Kings, queens, princes and pincesses. Candidate games, football games, hockey games, volleyball games and soccer games.
Parades, entertainment and debates.
But above all, it seems like homecoming is about drinking. A sad, but true fact.
I am not a prude, of course. People who know me know that I do drink. People who know me also know that I can hold my liquor.
Ask Blair Schlichte, the assistant visuals editor of this paper, and she'll tell you I can drink "like a fish."
But it all seems a little excessive at times downtown during homecoming weekend.
If you are a regular downtown, you would know what I mean. Thursday nights, Friday nights and Saturday nights are usually the nights that downtown St. Cloud bars get their most customers.
Go down any of these nights and you are bound to bump into people you know. It almost seems like everybody and their cousins are out there.
Then there's also the flashing going on after bar hours on homecoming weekend.
Hundreds, if not thousands, of beads change hands in the course of a night, as women willingly expose themselves to get a hold of this "precious" commodity. Scenes reminiscent of Mardi Gras and Bourbon Street in New Orleans, La., are the norm downtown, especially on Saturday night of homecoming.
But a funny thing happened this weekend. There was almost nothing of the sort this weekend.
I was out just before midnight on Thursday night, scoping out the scene, making sure that there was nothing happening downtown that the University Chronicle should cover.
But the place was more like a ghost town than anything. It was not the usual Thursday night scene I am used to in St. Cloud.
For a while, I wondered whether I had stepped into a time warp and somehow got transported back in time. Or perhaps I was stuck in a parallel dimension, hitherto unknown to me.

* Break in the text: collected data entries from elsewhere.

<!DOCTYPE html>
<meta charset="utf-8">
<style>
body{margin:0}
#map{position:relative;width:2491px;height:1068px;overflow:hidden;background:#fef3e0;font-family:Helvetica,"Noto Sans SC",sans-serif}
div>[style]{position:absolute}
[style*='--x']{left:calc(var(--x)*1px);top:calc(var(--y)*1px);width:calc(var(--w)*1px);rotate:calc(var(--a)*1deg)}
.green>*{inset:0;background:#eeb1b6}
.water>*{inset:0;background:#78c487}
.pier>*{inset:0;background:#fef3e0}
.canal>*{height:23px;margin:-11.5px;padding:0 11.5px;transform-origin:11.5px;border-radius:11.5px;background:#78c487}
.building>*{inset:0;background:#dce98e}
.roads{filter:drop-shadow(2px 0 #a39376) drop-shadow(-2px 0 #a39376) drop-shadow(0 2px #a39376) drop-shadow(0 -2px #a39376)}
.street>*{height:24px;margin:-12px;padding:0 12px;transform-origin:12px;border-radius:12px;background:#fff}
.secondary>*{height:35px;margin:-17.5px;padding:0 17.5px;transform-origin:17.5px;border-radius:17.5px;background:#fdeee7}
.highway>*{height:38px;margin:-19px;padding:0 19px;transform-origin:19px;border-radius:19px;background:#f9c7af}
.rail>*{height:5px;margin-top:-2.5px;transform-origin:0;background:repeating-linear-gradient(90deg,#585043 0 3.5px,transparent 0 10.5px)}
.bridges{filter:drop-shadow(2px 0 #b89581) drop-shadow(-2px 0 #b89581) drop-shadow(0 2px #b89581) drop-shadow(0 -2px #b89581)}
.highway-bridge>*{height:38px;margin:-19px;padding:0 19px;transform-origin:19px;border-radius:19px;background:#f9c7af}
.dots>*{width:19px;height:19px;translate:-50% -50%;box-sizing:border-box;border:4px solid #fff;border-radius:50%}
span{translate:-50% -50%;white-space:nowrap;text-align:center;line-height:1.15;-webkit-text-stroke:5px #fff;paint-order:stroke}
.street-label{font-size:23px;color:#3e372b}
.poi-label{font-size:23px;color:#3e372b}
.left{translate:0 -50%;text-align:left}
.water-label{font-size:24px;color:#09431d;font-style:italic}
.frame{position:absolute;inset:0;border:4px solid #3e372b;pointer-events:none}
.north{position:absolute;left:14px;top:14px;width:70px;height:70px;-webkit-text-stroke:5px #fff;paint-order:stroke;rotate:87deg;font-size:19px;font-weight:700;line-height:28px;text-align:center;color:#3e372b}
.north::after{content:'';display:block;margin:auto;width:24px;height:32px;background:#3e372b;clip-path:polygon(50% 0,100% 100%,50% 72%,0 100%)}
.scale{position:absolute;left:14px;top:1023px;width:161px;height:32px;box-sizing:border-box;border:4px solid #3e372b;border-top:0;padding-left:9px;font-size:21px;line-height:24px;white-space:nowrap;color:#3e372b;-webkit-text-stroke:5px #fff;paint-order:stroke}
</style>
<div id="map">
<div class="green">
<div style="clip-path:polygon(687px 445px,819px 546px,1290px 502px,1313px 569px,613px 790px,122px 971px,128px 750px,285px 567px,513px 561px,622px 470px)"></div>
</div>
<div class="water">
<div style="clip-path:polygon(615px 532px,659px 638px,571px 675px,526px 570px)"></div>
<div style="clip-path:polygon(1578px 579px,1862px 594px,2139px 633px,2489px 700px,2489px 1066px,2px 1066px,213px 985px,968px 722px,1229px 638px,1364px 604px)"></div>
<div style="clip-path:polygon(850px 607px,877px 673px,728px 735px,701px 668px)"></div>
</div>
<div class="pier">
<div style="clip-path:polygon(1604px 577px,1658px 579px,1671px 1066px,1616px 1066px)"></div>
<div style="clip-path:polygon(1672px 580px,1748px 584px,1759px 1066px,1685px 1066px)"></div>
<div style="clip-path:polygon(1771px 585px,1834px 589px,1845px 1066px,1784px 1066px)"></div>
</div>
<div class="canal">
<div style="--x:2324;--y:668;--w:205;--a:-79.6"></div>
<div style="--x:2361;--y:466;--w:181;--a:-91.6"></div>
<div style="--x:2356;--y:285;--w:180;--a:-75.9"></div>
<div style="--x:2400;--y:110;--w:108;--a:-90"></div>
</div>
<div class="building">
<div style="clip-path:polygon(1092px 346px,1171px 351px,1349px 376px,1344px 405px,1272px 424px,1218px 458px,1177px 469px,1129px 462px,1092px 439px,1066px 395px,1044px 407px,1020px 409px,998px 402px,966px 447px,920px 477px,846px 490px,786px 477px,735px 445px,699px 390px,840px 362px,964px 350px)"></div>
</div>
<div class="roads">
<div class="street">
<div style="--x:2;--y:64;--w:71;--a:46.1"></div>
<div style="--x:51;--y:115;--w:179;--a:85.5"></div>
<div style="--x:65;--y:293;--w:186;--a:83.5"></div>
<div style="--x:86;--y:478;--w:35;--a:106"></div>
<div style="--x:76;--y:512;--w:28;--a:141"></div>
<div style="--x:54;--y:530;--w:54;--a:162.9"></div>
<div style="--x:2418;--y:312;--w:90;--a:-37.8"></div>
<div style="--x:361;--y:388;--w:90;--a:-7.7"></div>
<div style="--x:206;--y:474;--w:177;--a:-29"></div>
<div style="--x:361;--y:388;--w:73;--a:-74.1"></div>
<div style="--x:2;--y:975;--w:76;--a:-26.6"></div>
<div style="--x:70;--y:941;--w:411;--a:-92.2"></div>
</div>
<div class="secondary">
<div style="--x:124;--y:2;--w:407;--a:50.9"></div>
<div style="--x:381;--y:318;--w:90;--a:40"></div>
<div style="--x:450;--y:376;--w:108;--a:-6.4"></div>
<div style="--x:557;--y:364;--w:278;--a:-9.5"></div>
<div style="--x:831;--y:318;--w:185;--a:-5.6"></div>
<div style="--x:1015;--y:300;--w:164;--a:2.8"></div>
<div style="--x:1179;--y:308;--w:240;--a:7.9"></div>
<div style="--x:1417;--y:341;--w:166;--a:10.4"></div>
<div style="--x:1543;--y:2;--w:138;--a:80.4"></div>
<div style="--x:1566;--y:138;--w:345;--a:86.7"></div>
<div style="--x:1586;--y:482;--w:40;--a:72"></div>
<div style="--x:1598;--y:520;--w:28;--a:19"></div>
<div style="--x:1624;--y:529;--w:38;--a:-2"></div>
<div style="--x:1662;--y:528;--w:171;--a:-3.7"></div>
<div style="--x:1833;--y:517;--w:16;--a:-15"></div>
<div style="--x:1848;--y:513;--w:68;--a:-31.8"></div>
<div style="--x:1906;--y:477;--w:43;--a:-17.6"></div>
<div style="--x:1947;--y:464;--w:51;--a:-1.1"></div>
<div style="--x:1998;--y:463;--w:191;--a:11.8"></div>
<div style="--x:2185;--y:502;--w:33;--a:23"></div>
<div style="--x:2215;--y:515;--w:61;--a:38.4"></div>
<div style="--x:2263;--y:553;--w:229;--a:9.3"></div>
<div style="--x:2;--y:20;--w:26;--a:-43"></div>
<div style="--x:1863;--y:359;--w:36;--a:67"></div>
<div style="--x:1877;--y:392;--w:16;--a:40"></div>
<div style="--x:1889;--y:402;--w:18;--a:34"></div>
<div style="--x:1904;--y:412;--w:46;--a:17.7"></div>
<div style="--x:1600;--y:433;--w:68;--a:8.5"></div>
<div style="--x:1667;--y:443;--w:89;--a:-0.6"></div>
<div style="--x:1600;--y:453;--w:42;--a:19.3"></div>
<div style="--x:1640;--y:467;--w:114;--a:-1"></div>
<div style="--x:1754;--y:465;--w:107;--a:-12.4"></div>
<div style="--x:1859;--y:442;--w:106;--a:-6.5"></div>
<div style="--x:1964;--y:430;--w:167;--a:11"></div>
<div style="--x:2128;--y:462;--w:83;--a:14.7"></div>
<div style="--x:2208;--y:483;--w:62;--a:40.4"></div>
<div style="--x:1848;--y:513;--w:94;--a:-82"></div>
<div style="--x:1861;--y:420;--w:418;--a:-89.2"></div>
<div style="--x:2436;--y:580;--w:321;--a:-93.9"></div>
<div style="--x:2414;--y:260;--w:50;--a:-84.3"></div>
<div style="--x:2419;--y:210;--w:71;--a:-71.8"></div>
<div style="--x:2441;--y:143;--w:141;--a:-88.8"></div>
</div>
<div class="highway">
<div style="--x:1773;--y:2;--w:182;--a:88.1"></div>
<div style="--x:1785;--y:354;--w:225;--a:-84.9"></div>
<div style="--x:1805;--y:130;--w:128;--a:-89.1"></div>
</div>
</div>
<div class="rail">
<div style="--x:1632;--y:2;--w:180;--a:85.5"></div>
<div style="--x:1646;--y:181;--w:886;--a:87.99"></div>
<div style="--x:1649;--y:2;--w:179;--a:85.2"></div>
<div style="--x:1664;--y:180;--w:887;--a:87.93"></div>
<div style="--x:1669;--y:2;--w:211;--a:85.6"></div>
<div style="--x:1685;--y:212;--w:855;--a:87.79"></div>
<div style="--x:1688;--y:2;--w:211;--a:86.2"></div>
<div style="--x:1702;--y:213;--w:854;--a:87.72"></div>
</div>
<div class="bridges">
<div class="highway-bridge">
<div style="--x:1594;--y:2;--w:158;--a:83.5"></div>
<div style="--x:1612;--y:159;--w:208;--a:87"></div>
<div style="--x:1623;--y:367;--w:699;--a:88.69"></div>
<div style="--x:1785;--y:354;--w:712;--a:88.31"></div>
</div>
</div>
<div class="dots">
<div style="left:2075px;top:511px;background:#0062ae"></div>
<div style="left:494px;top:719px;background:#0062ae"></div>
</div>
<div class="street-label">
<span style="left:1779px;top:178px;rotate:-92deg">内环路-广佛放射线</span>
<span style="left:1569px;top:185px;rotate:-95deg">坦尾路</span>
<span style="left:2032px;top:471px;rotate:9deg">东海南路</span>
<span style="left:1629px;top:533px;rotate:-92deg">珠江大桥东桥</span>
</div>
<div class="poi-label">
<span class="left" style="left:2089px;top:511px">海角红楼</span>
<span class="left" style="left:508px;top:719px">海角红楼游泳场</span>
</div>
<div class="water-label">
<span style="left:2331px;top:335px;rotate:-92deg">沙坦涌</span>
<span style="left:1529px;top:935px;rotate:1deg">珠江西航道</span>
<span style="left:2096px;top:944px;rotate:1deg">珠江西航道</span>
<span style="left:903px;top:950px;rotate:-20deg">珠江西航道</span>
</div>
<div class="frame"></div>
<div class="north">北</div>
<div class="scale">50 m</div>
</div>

Don't get me wrong, there were people out. But I've seen more people downtown on a regular Thursday night, much less homecoming Thursday.
Friday night was only marginally more crowded than Thursday. This time, I was out drinking with friends, so I guess we contributed to the numbers. But still, so few people on a weekend? It was incomprehensible to me that a weekend night on homecoming week could see so few people out in the bars.
It all came back to normal, or almost normal, on Saturday night. People were packed into the bars like sardines in a can. I was at the Red Carpet and there were times when I thought I would be crushed to death.
And there were long lines of people waiting outside every bar, hoping to get in before last call.
But still, it wasn't as crazy as it has been in the past.
I left a little after midnight, but from what I gathered from my friends, there wasn't the usual madness anywhere downtown that night.
For instance, there was no flashing. Not that they noticed anyway. Of course, they could be wrong and just missed it altogether.
But homecoming was still a blast. I enjoyed the week, despite the fact that the football team and the men's and women's hockey teams lost their games Saturday. (Saturday was not a good day for me.)
Sadly, though, this will be the last homecoming for me. I graduate at the end of the semester and will be heading home almost immediately.
And being from a country that is literally on the other side of the world, I don't think I will be coming back here soon. Maybe later on in my life, after I make my millions. Whether my visit will coincide with homecoming remains to be seen.
Maybe I will, though, if only to see whether people are as crazy as usual.